Work required:
All records, minus the pictures: write them out exactly.

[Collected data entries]
^^^^^^^^

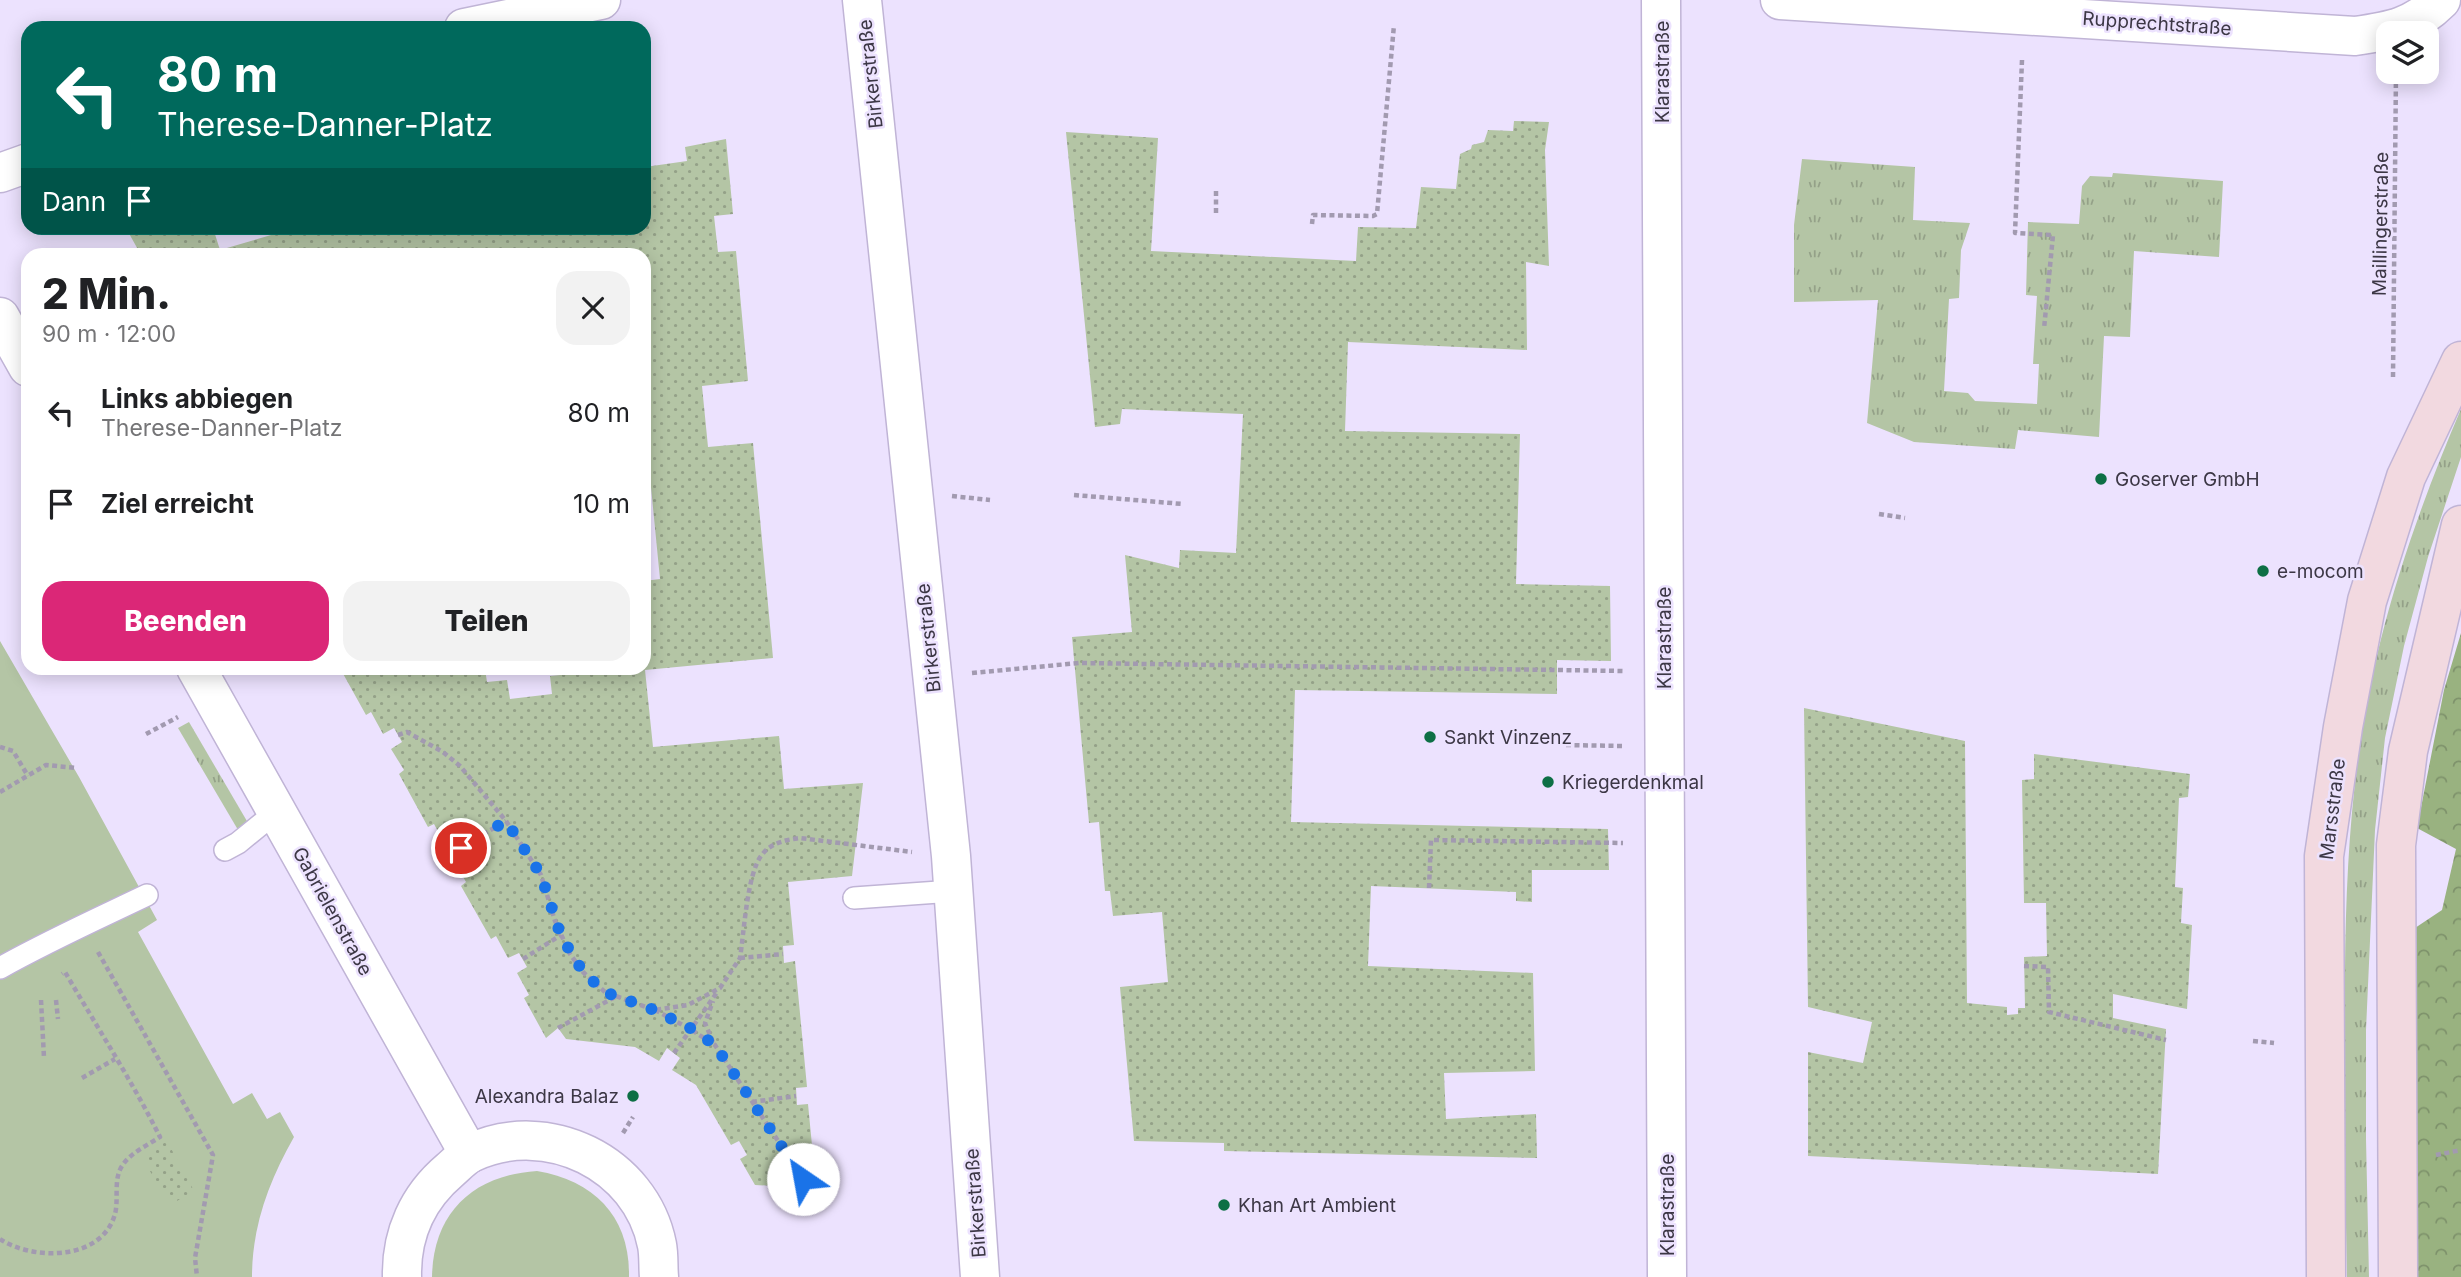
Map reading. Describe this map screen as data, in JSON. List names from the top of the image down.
{
  "streets": {
    "main road": ["Marsstraße"],
    "street": [
      "Rupprechtstraße",
      "Klarastraße",
      "Birkerstraße",
      "Gabrielenstraße"
    ],
    "path": ["Maillingerstraße"]
  },
  "places": [
    "Goserver GmbH",
    "e-mocom",
    "Sankt Vinzenz",
    "Kriegerdenkmal",
    "Alexandra Balaz",
    "Khan Art Ambient"
  ],
  "page": {
    "turn": ["80 m", "Therese-Danner-Platz"],
    "then": "Dann",
    "heading": ["2 Min.", "90 m · 12:00"],
    "list": [
      {
        "name": "Links abbiegen",
        "note": "Therese-Danner-Platz",
        "value": "80 m"
      },
      {
        "name": "Ziel erreicht",
        "value": "10 m"
      }
    ],
    "buttons": ["Beenden", "Teilen"]
  }
}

^^^^^^^^

Expected answer:
Map reading. Describe this map screen as data, in JSON. List names from the top of the image down.
{
  "streets": {
    "main road": ["Marsstraße"],
    "street": [
      "Rupprechtstraße",
      "Klarastraße",
      "Birkerstraße",
      "Gabrielenstraße"
    ],
    "path": ["Maillingerstraße"]
  },
  "places": [
    "Goserver GmbH",
    "e-mocom",
    "Sankt Vinzenz",
    "Kriegerdenkmal",
    "Alexandra Balaz",
    "Khan Art Ambient"
  ],
  "page": {
    "turn": ["80 m", "Therese-Danner-Platz"],
    "then": "Dann",
    "heading": ["2 Min.", "90 m · 12:00"],
    "list": [
      {
        "name": "Links abbiegen",
        "note": "Therese-Danner-Platz",
        "value": "80 m"
      },
      {
        "name": "Ziel erreicht",
        "value": "10 m"
      }
    ],
    "buttons": ["Beenden", "Teilen"]
  }
}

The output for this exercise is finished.